When Democrats call a Georgia voter integrity law a resurgence of Jim
Crow, it is nothing more than a lie. Everybody knows there is no real
Jim Crow to be found anywhere in America.
The phrase also does a
grave disservice to blacks and to the country. Here we are now, well
into the 21st century. (Have you heard of China?) Our lives are being
remade every decade by technology, globalization, communication, and
innovation, and yet all we seem to hear about is race.
My deep
suspicion is that these charges of “systemic racism” have proliferated
and grown so hysterical because black people — with full citizenship and
equal opportunity in the most dynamic country on Earth — are failing to
measure up. Violent crime is one dimension of this
(see chart above). The disorder and chaos in our family lives is
another. Denouncing “systemic racism” and invoking “white supremacy,”
and shouting “black lives matter,” while 8,000 black homicides a year go
unmentioned — these are maneuvers of avoidance and blame-shifting.
The
irony is that so many of us decry “systemic racism,” even as we
simultaneously demand that this very same “system” deliver us.
MP: The related chart above shows that relative to
their share of the US population (13.4%) blacks are disproportionately
shot by police in fatal encounters (23.8%). But blacks are also
disproportionately and significantly overrepresented for arrest
shares for violent crimes (murder at 51.3%, robbery at 50.3%, assault
at 32.7%, and rape at 26.8%) and weapons violations (41.9%) relative to
their shares of fatal police shootings (23.8%) and the general
population (13.4%). So while it’s true that blacks are killed by police
at a rate higher than their share of the national population (23.8% vs.

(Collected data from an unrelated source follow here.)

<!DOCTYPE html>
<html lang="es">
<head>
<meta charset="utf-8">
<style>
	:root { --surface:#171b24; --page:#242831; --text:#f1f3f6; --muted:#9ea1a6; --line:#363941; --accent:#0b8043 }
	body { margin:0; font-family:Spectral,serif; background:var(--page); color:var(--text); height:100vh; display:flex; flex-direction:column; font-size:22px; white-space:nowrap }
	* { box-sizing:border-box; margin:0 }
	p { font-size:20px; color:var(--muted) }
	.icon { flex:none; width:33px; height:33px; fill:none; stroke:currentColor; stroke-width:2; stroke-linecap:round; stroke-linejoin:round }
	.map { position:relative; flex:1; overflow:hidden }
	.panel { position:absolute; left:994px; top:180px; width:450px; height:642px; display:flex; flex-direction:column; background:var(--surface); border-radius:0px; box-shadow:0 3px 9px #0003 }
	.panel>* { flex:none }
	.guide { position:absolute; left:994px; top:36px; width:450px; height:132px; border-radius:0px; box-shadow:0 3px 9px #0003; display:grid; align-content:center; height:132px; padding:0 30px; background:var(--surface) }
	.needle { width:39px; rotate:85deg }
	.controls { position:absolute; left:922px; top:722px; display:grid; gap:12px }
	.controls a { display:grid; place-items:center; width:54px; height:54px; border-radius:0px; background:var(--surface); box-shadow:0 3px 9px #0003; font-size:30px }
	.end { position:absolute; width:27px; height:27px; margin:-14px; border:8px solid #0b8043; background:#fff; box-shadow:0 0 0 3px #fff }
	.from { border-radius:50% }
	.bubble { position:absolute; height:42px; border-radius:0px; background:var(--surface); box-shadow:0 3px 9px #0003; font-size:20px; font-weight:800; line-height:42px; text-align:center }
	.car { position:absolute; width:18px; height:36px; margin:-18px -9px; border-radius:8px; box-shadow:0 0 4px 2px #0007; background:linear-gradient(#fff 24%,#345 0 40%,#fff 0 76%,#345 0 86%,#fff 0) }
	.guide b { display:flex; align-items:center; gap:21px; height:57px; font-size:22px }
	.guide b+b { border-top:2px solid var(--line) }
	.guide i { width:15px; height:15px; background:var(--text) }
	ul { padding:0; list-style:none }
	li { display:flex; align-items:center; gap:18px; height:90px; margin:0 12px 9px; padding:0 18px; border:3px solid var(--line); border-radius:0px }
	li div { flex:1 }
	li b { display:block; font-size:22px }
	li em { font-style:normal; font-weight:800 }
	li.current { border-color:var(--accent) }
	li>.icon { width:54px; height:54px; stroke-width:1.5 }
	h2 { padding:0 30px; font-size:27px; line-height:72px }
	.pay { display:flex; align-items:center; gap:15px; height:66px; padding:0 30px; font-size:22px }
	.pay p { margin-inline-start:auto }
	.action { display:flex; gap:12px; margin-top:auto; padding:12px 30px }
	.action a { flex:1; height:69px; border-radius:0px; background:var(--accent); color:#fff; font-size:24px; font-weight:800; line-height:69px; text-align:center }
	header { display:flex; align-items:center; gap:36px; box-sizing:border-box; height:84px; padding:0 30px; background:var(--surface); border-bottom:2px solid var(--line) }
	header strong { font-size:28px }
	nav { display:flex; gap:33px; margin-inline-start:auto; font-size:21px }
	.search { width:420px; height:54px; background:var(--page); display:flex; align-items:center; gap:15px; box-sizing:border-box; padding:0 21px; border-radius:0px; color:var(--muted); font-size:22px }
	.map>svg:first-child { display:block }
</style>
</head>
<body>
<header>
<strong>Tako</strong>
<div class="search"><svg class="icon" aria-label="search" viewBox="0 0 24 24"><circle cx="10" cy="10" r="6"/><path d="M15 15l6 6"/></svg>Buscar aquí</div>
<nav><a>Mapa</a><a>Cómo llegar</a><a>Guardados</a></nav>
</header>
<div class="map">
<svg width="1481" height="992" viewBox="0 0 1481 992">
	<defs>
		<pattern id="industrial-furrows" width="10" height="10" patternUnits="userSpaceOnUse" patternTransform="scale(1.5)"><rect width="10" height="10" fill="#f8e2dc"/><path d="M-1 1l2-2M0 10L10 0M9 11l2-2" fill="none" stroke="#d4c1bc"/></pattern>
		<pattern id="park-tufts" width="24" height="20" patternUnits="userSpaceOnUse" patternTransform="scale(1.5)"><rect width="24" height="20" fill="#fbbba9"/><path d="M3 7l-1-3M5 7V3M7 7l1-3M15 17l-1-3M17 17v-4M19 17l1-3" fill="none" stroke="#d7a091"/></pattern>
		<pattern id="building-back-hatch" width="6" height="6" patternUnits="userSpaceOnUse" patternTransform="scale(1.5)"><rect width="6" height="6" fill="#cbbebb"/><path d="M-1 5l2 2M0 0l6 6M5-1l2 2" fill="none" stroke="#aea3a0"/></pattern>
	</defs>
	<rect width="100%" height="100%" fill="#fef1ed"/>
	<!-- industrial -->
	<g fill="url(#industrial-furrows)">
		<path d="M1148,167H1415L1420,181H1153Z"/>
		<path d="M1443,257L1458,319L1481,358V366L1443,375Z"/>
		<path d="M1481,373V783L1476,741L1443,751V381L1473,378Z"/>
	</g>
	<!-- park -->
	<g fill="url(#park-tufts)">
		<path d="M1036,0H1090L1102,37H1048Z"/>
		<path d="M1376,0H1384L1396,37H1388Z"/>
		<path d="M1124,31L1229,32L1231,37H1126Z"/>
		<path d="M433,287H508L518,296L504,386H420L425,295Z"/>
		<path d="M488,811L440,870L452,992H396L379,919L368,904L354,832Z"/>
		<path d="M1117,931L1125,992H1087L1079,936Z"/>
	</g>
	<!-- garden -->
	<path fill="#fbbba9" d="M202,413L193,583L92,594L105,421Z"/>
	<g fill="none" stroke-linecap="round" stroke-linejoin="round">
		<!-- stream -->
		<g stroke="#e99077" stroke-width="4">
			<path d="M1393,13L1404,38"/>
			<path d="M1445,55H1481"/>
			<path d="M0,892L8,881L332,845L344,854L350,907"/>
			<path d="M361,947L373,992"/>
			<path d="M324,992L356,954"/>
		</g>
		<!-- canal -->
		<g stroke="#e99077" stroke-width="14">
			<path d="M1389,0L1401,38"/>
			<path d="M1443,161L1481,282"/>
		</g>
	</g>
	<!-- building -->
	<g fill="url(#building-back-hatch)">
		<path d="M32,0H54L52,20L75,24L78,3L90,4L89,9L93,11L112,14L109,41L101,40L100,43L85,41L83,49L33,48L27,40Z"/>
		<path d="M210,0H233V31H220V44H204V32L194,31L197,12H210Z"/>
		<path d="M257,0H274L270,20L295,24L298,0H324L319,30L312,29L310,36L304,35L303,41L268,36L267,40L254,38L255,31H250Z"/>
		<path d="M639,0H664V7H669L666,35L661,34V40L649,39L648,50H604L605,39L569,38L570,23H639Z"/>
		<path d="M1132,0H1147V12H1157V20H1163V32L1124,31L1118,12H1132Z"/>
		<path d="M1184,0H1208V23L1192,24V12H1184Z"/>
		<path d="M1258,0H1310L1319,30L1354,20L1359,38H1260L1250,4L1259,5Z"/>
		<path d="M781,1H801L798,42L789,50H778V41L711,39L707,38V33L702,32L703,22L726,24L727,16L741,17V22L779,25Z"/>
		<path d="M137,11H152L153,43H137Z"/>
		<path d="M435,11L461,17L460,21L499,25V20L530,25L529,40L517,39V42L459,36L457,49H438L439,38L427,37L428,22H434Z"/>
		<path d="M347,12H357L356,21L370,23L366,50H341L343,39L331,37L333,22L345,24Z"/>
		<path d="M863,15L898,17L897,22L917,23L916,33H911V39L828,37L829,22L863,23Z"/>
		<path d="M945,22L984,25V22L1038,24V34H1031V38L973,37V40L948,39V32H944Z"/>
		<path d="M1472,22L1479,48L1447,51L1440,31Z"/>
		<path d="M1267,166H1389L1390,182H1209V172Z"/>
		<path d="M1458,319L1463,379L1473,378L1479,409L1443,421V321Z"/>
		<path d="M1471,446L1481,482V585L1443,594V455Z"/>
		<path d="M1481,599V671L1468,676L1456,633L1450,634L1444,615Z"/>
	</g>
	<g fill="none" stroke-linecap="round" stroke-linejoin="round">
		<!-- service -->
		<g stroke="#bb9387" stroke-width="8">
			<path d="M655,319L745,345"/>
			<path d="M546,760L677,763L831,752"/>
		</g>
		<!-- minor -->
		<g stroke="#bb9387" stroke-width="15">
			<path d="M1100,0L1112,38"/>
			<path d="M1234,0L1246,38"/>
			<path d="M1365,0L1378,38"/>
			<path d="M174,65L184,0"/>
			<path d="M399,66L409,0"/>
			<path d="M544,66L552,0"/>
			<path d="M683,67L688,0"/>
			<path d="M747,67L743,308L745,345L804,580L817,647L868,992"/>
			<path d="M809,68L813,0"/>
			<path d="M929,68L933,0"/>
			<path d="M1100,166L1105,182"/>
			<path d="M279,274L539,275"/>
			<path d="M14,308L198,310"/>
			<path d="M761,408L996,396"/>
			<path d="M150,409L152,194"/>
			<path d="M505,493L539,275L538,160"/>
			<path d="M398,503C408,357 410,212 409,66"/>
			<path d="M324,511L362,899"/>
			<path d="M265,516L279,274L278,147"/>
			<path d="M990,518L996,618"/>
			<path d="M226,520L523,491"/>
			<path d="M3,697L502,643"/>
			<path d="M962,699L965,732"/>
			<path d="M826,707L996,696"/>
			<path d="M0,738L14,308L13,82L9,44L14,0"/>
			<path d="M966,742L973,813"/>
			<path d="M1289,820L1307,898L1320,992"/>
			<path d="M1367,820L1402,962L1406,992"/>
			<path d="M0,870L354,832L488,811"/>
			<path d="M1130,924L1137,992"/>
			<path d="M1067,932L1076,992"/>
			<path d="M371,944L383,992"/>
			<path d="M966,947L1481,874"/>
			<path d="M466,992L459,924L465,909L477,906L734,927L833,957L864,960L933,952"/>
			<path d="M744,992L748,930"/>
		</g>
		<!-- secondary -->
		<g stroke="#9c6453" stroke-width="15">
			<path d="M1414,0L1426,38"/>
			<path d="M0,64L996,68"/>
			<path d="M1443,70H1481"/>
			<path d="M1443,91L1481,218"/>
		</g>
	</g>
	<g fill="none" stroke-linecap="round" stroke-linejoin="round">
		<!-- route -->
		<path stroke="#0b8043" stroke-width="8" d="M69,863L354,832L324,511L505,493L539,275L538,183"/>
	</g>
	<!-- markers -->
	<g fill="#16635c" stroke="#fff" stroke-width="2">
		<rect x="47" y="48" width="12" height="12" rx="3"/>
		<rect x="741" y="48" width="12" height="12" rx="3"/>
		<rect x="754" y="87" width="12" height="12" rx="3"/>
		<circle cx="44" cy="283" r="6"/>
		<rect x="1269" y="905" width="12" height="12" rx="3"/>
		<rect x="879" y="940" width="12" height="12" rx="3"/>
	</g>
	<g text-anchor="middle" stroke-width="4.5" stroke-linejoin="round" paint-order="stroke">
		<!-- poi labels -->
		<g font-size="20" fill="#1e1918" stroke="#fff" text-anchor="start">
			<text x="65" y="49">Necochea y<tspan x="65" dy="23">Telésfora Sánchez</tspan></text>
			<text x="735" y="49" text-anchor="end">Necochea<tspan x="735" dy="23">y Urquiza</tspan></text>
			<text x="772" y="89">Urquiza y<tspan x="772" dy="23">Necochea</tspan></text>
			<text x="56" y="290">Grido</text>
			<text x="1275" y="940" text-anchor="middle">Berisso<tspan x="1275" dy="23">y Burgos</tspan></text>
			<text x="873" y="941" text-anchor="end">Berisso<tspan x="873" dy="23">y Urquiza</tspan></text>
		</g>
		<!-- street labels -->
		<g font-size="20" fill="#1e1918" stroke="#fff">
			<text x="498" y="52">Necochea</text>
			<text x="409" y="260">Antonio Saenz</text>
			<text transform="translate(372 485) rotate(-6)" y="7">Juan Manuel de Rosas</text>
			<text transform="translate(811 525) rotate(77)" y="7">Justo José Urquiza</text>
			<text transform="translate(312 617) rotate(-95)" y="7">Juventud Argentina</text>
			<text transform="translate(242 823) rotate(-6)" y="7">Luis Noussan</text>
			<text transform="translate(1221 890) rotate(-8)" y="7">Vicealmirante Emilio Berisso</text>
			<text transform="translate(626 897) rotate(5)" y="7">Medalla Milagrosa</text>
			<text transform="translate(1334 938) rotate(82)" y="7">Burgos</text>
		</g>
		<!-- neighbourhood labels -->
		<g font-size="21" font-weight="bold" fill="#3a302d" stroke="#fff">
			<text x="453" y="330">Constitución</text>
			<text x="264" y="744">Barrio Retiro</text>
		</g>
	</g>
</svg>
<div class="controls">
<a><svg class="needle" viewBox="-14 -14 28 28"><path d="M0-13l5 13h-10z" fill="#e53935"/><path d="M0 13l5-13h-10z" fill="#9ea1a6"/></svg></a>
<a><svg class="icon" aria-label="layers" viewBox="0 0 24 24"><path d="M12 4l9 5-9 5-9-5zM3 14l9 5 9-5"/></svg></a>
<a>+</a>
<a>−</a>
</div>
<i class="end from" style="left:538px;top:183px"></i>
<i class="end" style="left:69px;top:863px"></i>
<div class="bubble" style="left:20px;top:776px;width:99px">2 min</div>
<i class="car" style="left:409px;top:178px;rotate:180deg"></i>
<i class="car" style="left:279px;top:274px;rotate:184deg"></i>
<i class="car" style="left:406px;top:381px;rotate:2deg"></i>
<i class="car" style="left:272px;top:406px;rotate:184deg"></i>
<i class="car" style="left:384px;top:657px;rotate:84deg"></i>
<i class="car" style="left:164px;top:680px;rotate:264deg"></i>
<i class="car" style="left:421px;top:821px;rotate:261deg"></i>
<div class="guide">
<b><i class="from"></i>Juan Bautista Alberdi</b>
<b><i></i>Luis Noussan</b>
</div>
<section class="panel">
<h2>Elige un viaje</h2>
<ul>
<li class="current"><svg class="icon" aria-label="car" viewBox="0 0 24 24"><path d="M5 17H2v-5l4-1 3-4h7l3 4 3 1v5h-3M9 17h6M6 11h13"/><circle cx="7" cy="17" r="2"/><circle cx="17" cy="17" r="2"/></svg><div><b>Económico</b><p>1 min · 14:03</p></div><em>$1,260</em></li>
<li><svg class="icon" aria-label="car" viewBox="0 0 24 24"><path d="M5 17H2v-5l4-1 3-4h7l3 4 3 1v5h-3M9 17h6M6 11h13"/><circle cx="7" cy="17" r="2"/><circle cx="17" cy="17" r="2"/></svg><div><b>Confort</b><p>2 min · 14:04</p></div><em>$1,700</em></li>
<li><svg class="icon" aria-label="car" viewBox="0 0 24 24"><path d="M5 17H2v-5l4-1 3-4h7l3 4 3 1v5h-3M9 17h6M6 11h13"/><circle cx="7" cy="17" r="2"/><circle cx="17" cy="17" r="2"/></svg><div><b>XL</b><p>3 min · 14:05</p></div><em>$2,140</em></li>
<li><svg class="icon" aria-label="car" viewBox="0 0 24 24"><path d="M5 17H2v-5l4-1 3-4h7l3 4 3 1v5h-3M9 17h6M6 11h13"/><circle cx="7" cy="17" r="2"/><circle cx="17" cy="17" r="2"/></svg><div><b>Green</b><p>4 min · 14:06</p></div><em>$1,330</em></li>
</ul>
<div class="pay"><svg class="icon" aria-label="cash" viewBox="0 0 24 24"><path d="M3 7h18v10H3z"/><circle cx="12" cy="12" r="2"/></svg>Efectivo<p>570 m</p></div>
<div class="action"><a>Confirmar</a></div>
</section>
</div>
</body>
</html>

13.4%) that comparison lacks context without taking into account the
fact that blacks commit violent crimes and weapons violations at rates
much higher than their shares of the population and fatal police
shootings.
Updates: In response to an email with several concerns:
1. The data source for fatal police shootings by ethnic group is based on Washington Post data via the BBC
showing that blacks represent 23.8% of fatal police shootings from 2015
to 2021. The black population share (13.4%) came from the Census Bureau
via the BBC article (I did check and confirm that with the Census Bureau).
2. “Police Shootings” in the original chart has been replaced in the updated chart above with “Fatal Shooting by Police” to clarify that blacks represent 23.8% of the shootings by police from 2015 to 2021.
3. The FBI data for arrest rates by ethnic group are available here.
4. The reason I used the black shares of arrests for violent crimes
and weapons violations is because those interactions involving law
enforcement officials arresting criminals/suspects for violent crimes
(who could be violent and/or armed) and suspects for weapons violations
(who could be violent and/or armed) could typically be the interactions
when police shootings are most likely to happen. Recent examples include
George Floyd and Trayvon Martin. What happens in the legal system after
the arrests – plea deals, trials, exonerations, charges dropped, etc. –
wouldn’t usually result in police shootings, which is why I looked at
arrest rates/shares for violent crimes and weapons violations.
5. My main point was that to compare the 13.4% black share of the
population to the 23.8% black share of fatal police shootings is
meaningless by itself. We have to look at some measure of the black
share of interactions with law enforcement that might lead to violence
(police getting shot or police shootings) to provide context to the
apparent disparity between the 13.4% and the 23.8% black shares for
population and shootings by police. One measure of interactions with law
officers is the arrest rates/shares."